Andrew Ferguson wydaje się jednak być zdecydowany na odwrócenie tych trendów. W jego dokumencie zapowiada się zatrzymanie „wojny na fuzje” – aluzja do zaostrzenia kontroli nad przejęciami i konsolidacjami firm technologicznych przez Khan – oraz bardziej liberalne podejście do łączenia dużych przedsiębiorstw. Jednocześnie Ferguson obiecuje walkę z „cenzurą” i inicjatywami takimi jak programy różnorodności czy kampanie przeciw mowie nienawiści.
Kontrowersje wokół Fergusona i wsparcia od Elona Muska
Jednym z najbardziej kontrowersyjnych punktów w dokumencie Fergusona jest jego postawa wobec bojkotu reklamowego. Wspomina on, że firmy, które odmawiają reklamowania się na określonych platformach, mogą być traktowane jako działające sprzecznie z zasadami wolnego rynku. Taki punkt widzenia zyskał aprobatę Elona Muska, właściciela platformy X (dawniej Twitter), która od czasu zakupu przez miliardera znalazła się w centrum licznych kontrowersji. Musk, będący jednym z największych darczyńców kampanii Trumpa, zainwestował setki milionów dolarów w jego powrót do władzy.
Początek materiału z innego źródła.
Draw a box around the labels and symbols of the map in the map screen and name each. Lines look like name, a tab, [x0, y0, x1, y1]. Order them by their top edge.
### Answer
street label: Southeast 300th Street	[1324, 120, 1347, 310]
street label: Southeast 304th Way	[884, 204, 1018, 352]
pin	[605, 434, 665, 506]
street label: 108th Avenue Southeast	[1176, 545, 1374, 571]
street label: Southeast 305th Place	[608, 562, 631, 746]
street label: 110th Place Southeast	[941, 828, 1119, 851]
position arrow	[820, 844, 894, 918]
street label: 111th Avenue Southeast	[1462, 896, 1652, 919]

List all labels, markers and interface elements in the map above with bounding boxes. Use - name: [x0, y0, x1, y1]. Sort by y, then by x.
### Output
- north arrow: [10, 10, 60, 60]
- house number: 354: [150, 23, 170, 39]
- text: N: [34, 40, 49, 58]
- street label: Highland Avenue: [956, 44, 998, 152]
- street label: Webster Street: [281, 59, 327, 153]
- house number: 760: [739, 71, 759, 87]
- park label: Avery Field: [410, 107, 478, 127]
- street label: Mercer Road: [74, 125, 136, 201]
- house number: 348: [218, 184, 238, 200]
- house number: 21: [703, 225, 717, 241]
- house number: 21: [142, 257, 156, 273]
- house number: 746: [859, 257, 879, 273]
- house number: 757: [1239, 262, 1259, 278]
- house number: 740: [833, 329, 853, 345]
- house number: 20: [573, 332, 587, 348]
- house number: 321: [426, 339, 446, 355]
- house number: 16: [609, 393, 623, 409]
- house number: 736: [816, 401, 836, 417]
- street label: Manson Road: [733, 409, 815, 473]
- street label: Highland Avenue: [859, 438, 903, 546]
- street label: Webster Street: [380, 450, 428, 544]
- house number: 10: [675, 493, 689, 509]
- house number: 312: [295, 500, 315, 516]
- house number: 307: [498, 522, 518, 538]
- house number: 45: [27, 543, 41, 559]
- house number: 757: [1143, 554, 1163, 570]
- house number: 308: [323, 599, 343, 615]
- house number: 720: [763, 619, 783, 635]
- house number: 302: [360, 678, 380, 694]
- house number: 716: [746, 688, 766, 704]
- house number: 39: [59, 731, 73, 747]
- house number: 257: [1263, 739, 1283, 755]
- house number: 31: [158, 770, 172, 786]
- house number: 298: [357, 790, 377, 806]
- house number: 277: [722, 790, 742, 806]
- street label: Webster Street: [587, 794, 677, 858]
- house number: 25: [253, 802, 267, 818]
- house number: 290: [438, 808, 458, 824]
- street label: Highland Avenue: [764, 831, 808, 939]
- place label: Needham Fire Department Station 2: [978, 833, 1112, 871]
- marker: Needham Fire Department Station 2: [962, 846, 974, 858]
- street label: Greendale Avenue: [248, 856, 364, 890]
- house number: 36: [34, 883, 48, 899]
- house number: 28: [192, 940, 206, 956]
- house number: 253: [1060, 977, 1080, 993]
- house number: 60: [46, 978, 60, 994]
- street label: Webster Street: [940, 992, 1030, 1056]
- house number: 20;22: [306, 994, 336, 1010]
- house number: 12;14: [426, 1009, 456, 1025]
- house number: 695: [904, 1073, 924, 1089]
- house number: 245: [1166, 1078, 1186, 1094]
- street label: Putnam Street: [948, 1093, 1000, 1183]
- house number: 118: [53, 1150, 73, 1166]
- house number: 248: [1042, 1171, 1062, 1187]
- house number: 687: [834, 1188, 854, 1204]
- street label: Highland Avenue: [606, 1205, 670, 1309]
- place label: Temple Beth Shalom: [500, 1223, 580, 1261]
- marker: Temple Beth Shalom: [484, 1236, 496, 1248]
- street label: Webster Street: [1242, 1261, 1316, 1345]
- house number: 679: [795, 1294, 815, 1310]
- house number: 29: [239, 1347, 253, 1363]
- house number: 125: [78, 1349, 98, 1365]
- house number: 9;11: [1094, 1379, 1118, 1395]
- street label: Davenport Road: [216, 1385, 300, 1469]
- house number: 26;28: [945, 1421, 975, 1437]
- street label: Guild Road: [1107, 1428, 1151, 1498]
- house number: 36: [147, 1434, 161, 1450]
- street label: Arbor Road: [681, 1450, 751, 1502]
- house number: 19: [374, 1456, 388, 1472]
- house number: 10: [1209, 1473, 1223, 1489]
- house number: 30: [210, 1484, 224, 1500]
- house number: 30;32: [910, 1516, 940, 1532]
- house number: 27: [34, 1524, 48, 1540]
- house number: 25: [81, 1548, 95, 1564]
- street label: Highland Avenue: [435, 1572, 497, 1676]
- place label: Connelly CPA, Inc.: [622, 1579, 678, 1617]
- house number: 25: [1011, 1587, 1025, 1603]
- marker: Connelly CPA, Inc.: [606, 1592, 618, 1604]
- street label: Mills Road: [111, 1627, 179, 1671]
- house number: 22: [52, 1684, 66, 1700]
Dla krytyków Fergusona jego postawa wskazuje raczej na próbę ochrony interesów wielkich firm i konserwatywnych sojuszników niż na rzeczywistą troskę o konsumentów. Choć Ferguson deklaruje gotowość do walki z monopolami, wygląda na to, że jego działania będą podporządkowane głównie politycznym priorytetom Trumpa i jego zwolenników.
Co czeka FTC pod rządami Fergusona?
Eksperci od polityki antymonopolowej wyrażają niepokój, że nominacja Fergusona może doprowadzić do osłabienia działań regulacyjnych FTC. Zamiast chronić rynek przed dominacją wielkich korporacji, Ferguson może skupić się na realizacji agendy politycznej, której celem jest zwalczanie inicjatyw kojarzonych z progresywnymi wartościami.
Przyszłość polityki antymonopolowej w USA stoi wobec wielu znaków zapytania. Czy Ferguson będzie rzeczywiście w stanie zbalansować interesy konsumentów z interesami korporacji, czy też jego działalność będzie podporządkowana wyłącznie ideologii Trumpa? Jedno jest pewne: nadchodzące lata będą kluczowe dla kształtowania relacji między rządem a Doliną Krzemową.
Podsumowanie
Nominacja Andrew Fergusona na przewodniczącego FTC jest symbolicznym sygnałem zmiany kursu w amerykańskiej polityce regulacji rynku. W obliczu rosnących obaw o monopolizację gospodarki i wpływ technologicznych gigantów na życie codzienne, jego działania będą bacznie obserwowane zarówno przez zwolenników, jak i krytyków. Czy Ferguson stanie na wysokości zadania jako obrońca interesów konsumentów, czy stanie się narzędziem realizacji politycznej agendy? Czas pokaże, jakie konsekwencje przyniesie ta decyzja dla gospodarki i społeczeństwa.